High-Performance Proton Exchange Membranes for Electrolysis Cells

Period of Performance: 01/01/2014 - 12/31/2014


Phase 1 SBIR

Recipient Firm

Amsen Technologies LLC
1684 S. Research Loop Suite 518
Tucson, AZ 85710
Principal Investigator
Firm POC


Improvements in performance of the components are needed for polymer electrolyte membrane (PEM) electrolyzers, which is one of the key technologies for DOEs hydrogen production plan. In particular, high- performance ion-exchange membranes are needed that can withstand significantly higher mechanical loads due to high-pressure operation, while having significantly reduce hydrogen permeability and improved proton conductivity.
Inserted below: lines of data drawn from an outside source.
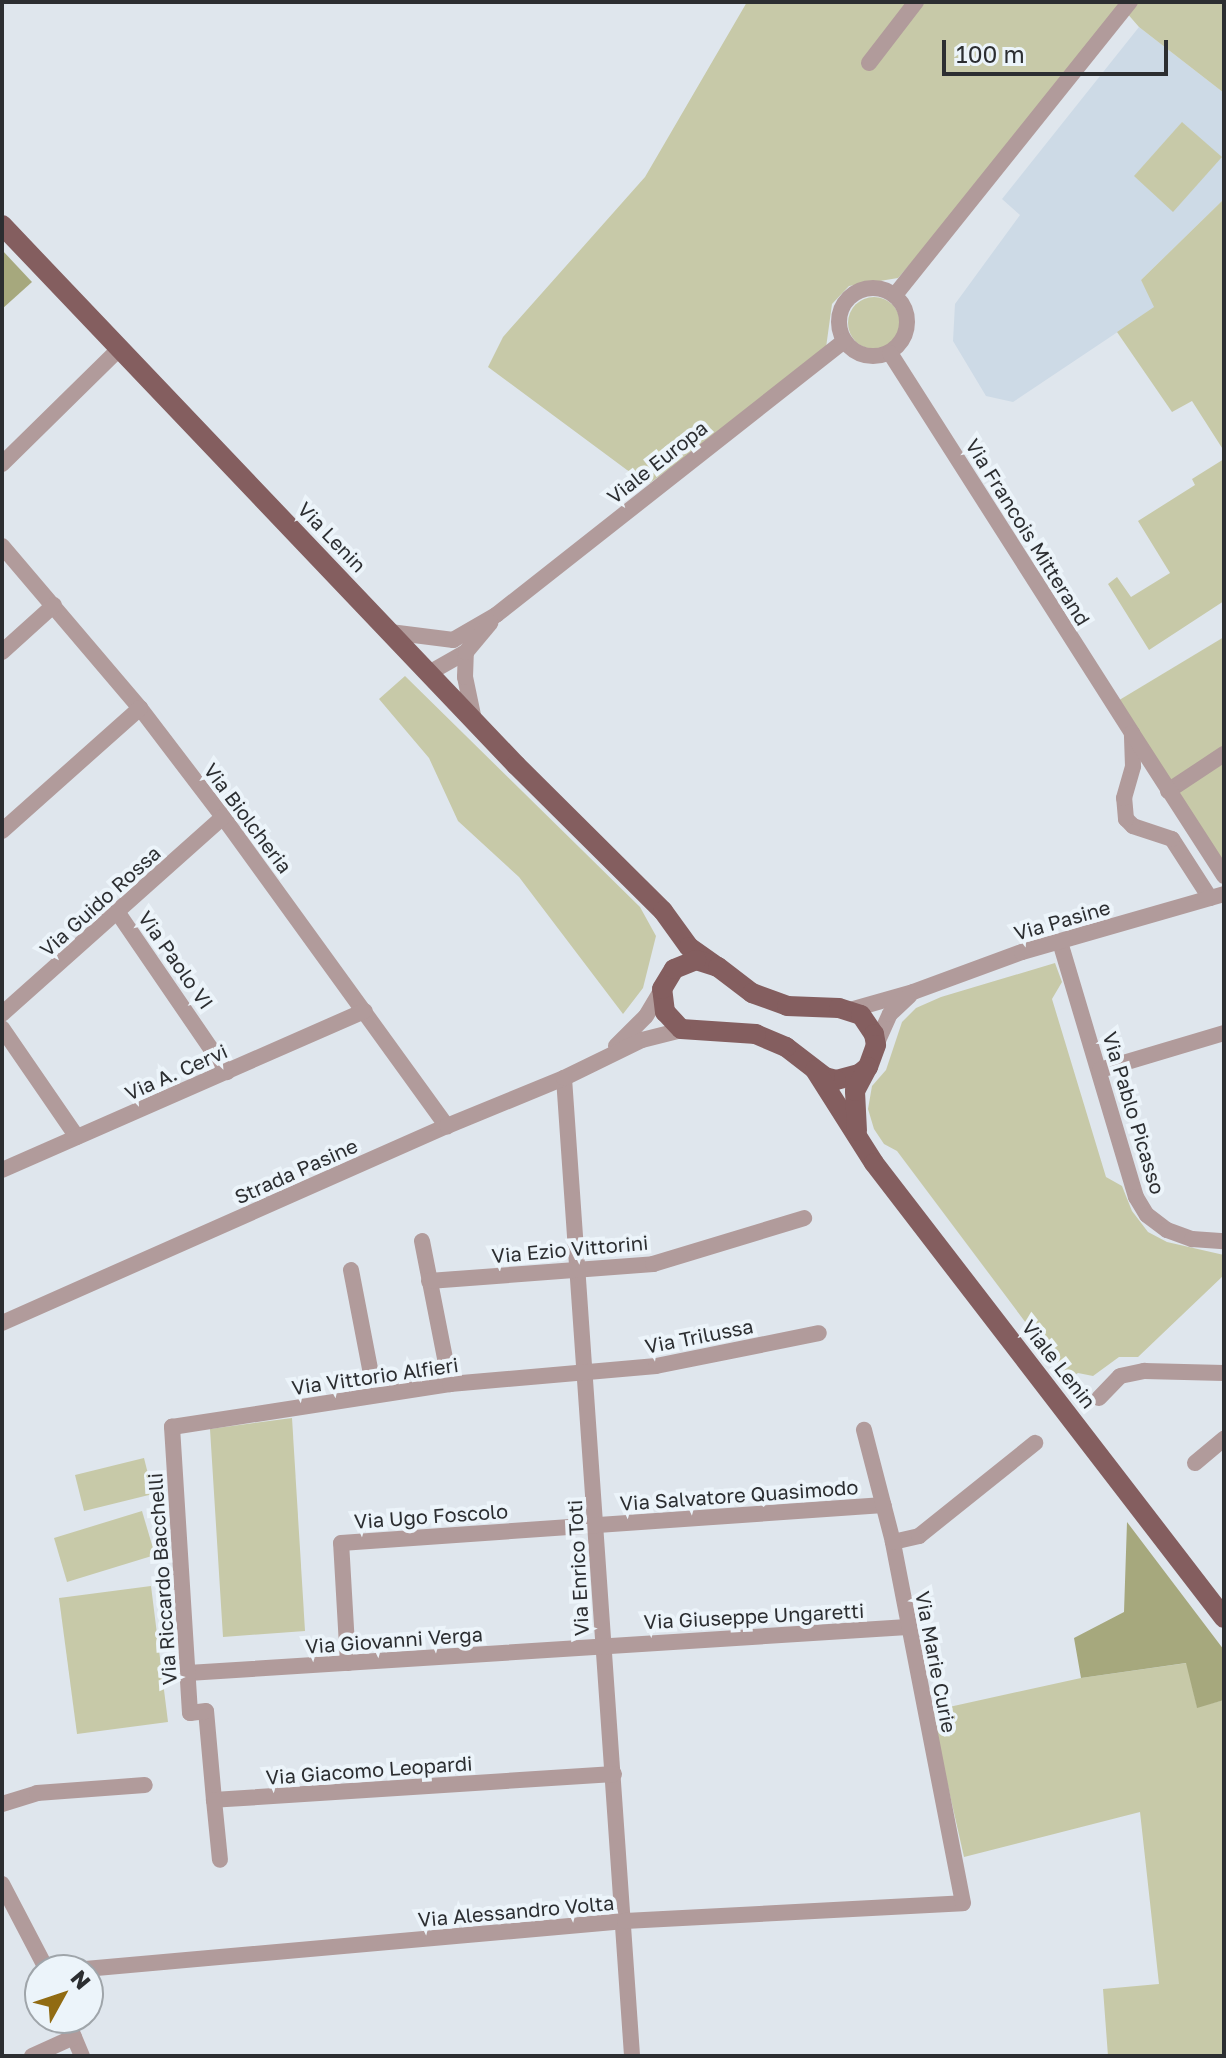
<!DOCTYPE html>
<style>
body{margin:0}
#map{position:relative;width:1226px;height:2058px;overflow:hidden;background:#dfe6ed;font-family:"Golos Text",sans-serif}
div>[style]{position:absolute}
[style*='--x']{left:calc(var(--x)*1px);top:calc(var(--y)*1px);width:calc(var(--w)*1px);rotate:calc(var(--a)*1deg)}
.built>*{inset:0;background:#cddae6}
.green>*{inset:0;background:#c7c9a8}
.round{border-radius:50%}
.forest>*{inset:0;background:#a6a87d}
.minor>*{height:16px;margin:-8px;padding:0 8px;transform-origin:8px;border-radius:8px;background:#b19b9b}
.minor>.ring{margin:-8px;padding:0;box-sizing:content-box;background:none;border:16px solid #b19b9b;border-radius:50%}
.major>*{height:20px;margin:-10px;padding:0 10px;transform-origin:10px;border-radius:10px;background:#845e5f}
span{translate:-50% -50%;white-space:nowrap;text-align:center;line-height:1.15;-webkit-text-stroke:8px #ecf4fa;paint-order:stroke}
.street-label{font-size:20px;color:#2c2e31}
.frame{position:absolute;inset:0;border:4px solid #2c2e31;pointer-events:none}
.north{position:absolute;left:24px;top:1954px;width:80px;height:80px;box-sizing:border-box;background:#ecf4fa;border:2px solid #9fa5aa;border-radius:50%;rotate:50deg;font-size:22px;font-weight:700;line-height:32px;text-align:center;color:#2c2e31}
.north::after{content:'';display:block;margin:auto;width:28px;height:36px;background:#916b12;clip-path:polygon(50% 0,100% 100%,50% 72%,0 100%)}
.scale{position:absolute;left:942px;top:40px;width:226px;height:36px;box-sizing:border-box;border:4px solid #2c2e31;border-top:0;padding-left:10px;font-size:24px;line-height:28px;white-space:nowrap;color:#2c2e31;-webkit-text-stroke:6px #ecf4fa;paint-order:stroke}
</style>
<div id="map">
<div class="built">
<i style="clip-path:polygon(1139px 27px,1224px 93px,1224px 199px,1141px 280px,1155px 307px,1013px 402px,986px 396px,953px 341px,955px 304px,1020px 215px,1002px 199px)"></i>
</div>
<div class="green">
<i style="clip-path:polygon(747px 2px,1224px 2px,1224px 93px,1139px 27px,1119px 4px,980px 185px,898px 278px,849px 286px,832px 304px,825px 355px,650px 483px,627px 470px,488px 367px,503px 337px,645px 177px)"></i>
<i style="clip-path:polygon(1182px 122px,1222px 157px,1173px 212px,1134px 176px)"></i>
<i style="clip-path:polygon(1224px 199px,1224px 451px,1192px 401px,1172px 412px,1117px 332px,1154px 307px,1141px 280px)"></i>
<i class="round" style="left:848px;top:297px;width:52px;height:52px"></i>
<i style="clip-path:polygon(1224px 459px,1224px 601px,1149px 650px,1108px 584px,1117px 577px,1131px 597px,1170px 573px,1138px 521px,1195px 485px,1192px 479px)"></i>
<i style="clip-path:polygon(1224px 637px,1224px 867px,1116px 702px)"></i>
<i style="clip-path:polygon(405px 676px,640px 907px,656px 936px,643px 988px,623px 1014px,519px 877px,458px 821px,429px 758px,379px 699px)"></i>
<i style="clip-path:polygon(1055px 963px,1062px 982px,1052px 999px,1106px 1177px,1122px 1186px,1132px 1211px,1148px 1232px,1167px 1242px,1224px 1255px,1224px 1275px,1138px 1357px,1119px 1357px,1093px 1376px,1078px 1373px,1068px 1379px,897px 1151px,884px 1144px,874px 1129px,868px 1109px,872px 1086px,886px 1070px,902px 1022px,916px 1008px,941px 997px)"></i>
<i style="clip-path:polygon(292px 1418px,305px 1631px,223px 1637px,210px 1429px)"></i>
<i style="clip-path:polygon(144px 1458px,153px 1494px,84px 1511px,75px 1475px)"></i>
<i style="clip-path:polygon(142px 1511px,155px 1555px,67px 1582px,54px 1538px)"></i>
<i style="clip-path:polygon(151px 1586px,168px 1722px,77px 1734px,59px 1598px)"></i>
<i style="clip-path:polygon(1187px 1663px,1197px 1707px,1224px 1700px,1224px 2056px,1108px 2056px,1103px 1989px,1159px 1984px,1140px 1812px,964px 1857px,931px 1711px,1081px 1678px)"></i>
</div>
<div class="forest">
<i style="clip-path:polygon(2px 250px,32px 282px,2px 309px)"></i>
<i style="clip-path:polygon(1127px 1522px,1224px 1650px,1224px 1700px,1197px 1708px,1186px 1663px,1081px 1678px,1074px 1638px,1124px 1612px)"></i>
</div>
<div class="minor">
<i style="--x:869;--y:63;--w:77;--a:-52.4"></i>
<i class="ring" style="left:839px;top:288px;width:52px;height:52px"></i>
<i style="--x:895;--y:295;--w:376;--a:-51.3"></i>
<i style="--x:890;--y:353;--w:451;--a:57.5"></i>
<i style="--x:2;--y:464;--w:165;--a:-44.5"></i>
<i style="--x:2;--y:546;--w:213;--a:49.6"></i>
<i style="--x:140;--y:708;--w:137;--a:52.7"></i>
<i style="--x:223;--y:817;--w:382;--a:54.1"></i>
<i style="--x:390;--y:632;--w:64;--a:7.2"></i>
<i style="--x:453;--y:640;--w:50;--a:-30.2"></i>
<i style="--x:496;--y:615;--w:443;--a:-38.2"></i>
<i style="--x:2;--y:652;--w:70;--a:-42.1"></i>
<i style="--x:429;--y:673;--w:43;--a:-29.6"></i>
<i style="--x:474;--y:720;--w:44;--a:-101.8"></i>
<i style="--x:465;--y:677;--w:25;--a:-88"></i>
<i style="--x:466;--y:652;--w:38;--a:-50"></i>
<i style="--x:1168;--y:791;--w:67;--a:-33.5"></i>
<i style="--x:2;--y:831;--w:185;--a:-41.7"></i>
<i style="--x:1210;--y:898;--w:70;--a:-122.8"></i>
<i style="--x:1172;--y:839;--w:41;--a:-161.6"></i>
<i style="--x:1133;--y:826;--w:10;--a:-135"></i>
<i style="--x:1126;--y:819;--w:21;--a:-95"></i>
<i style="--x:1124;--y:798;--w:33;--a:-74"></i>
<i style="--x:1133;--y:766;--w:33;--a:-92"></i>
<i style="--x:1132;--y:733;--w:170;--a:57.2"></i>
<i style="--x:118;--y:913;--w:193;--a:55.6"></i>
<i style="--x:1060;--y:942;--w:266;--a:73.4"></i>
<i style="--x:1136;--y:1197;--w:21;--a:59"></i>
<i style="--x:1147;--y:1215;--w:25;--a:37"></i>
<i style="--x:1167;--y:1230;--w:27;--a:20"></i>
<i style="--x:1192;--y:1239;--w:32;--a:4"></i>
<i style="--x:850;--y:1010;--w:66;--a:-15.9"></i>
<i style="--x:913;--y:992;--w:116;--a:-20.2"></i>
<i style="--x:1022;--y:952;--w:210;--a:-16"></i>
<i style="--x:2;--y:1014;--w:296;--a:-41.7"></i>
<i style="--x:2;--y:1028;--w:132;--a:55.5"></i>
<i style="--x:876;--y:1045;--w:34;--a:-66"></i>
<i style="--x:890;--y:1014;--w:26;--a:-43"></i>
<i style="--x:616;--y:1046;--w:42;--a:-45"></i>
<i style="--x:646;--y:1016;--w:31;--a:-59"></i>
<i style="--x:1100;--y:1070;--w:129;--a:-16.6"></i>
<i style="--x:564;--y:1078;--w:980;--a:86.02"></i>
<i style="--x:2;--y:1170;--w:396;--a:-23.7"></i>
<i style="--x:422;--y:1241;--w:146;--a:78.9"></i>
<i style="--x:351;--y:1270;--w:127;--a:79.1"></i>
<i style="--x:429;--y:1281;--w:225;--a:-4.3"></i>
<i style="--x:653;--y:1264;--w:158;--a:-16.9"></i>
<i style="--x:2;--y:1323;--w:487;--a:-23.9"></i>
<i style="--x:447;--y:1126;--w:126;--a:-22.3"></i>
<i style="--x:564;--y:1078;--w:87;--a:-26"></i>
<i style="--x:642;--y:1040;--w:44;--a:-14.3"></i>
<i style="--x:1099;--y:1398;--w:30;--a:-46"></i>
<i style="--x:1120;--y:1376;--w:25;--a:-12"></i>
<i style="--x:1144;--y:1371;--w:80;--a:1.4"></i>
<i style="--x:1195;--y:1463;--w:38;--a:-40"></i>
<i style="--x:893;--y:1542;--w:27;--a:-13"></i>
<i style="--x:919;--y:1536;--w:149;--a:-38.7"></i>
<i style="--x:348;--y:1663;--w:120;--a:-93.3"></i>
<i style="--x:341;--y:1543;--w:544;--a:-4"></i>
<i style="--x:188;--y:1673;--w:721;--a:-3.66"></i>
<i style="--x:614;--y:1774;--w:401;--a:176.3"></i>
<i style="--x:214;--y:1800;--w:89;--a:-95.1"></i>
<i style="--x:206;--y:1711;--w:16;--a:173"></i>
<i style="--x:190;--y:1713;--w:287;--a:-93.6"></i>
<i style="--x:172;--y:1427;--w:281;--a:-8.8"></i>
<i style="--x:450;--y:1384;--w:207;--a:-5"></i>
<i style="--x:656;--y:1366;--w:166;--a:-11.4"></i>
<i style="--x:214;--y:1800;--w:60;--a:84.3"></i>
<i style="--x:2;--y:1804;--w:37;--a:-17"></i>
<i style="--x:37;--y:1793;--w:108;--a:-4.2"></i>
<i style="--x:2;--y:1884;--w:97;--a:62.4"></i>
<i style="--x:74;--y:1970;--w:553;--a:-5.08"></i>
<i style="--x:625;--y:1921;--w:338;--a:-3"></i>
<i style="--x:963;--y:1903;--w:368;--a:-101"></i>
<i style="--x:893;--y:1542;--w:116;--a:-104.5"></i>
<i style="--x:66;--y:2018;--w:41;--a:67.2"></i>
<i style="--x:32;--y:2056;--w:46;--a:-24.3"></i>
</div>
<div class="major">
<i style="--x:2;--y:225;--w:746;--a:46.41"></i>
<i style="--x:516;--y:765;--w:207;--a:44.8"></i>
<i style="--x:663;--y:911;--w:44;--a:54.2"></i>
<i style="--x:689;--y:947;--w:35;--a:35"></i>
<i style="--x:696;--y:960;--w:23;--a:18"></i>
<i style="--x:718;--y:967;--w:43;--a:37.4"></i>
<i style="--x:752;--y:993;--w:37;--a:20"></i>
<i style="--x:787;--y:1006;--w:52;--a:2.2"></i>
<i style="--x:839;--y:1008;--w:23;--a:18"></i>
<i style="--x:861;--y:1015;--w:23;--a:56"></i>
<i style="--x:874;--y:1034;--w:11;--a:80"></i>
<i style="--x:876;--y:1045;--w:23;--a:110"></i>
<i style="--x:868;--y:1067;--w:11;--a:142"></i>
<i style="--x:859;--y:1074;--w:24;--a:165"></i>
<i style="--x:836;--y:1080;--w:11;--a:-165"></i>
<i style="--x:825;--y:1077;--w:49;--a:-142.4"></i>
<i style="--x:786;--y:1047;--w:33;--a:-157"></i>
<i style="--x:756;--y:1034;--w:75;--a:-176.2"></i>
<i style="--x:681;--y:1029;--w:23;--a:-133"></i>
<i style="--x:665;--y:1012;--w:23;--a:-97"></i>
<i style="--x:662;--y:989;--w:23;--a:-59"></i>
<i style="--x:674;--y:969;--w:24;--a:-22"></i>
<i style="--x:815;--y:1070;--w:110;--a:57.6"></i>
<i style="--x:874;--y:1163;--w:574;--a:52.43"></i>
<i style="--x:857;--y:1131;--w:40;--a:-92.9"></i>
<i style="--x:855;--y:1091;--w:27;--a:-62"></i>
</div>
<div class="street-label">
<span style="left:657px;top:462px;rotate:-38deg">Viale Europa</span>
<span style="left:1028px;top:532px;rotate:58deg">Via Francois Mitterand</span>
<span style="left:332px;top:537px;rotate:46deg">Via Lenin</span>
<span style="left:248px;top:818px;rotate:53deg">Via Biolcheria</span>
<span style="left:100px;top:901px;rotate:-42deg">Via Guido Rossa</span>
<span style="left:1062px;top:920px;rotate:-16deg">Via Pasine</span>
<span style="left:176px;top:960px;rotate:55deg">Via Paolo VI</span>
<span style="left:176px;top:1072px;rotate:-24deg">Via A. Cervi</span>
<span style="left:1134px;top:1113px;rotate:73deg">Via Pablo Picasso</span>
<span style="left:296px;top:1171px;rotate:-24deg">Strada Pasine</span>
<span style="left:570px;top:1249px;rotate:-5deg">Via Ezio Vittorini</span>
<span style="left:699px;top:1336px;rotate:-11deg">Via Trilussa</span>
<span style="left:1059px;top:1364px;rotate:52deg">Viale Lenin</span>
<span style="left:375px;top:1376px;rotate:-8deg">Via Vittorio Alfieri</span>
<span style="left:739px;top:1495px;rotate:-4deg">Via Salvatore Quasimodo</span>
<span style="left:431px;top:1516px;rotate:-4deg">Via Ugo Foscolo</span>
<span style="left:578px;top:1568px;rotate:-93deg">Via Enrico Toti</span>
<span style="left:162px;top:1579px;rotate:-94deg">Via Riccardo Bacchelli</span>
<span style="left:754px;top:1616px;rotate:-3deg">Via Giuseppe Ungaretti</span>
<span style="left:394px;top:1640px;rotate:-4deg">Via Giovanni Verga</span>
<span style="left:936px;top:1662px;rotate:79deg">Via Marie Curie</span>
<span style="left:369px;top:1770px;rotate:-4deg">Via Giacomo Leopardi</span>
<span style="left:516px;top:1911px;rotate:-5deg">Via Alessandro Volta</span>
</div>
<div class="frame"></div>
<div class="north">N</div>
<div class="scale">100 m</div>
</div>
This Small Business Innovation Research Phase I project aims to develop high-performance ion-exchange membranes for PEM electrolyzers based on a ternary material system. Such membranes shall have lower hydrogen permeability and higher proton conductivity than the state-of-the-art commercial membranes. Additionally, the new membrane shall have good water transfer capability, high tensile strength, and high stability under high-pressure electrolyzer operation conditions. The proposed composite ion-exchange membranes will be fabricated by a solution casting process that has been well developed in Amsen for our composite membrane projects. This process is well suited for easy and economical production of multi-component composite membranes with high uniformity. The resultant composite membranes will be systematically characterized in terms of structural and microstructural features, hydrogen permeability, proton conductivity, tensile strength, water uptake/swelling, and dimensional stability. The best composite membranes selected will be evaluated by performance in high-pressure electrolysis operation. Commercial Applications and Other Benefits: The outcome of the innovation has the potential of providing DOE with high-performance ion-exchange membranes for PEM electrolyzers as well as fuel cells. This technology will find wide applications in all PEM electrolyzers and PEM fuel cell stacks.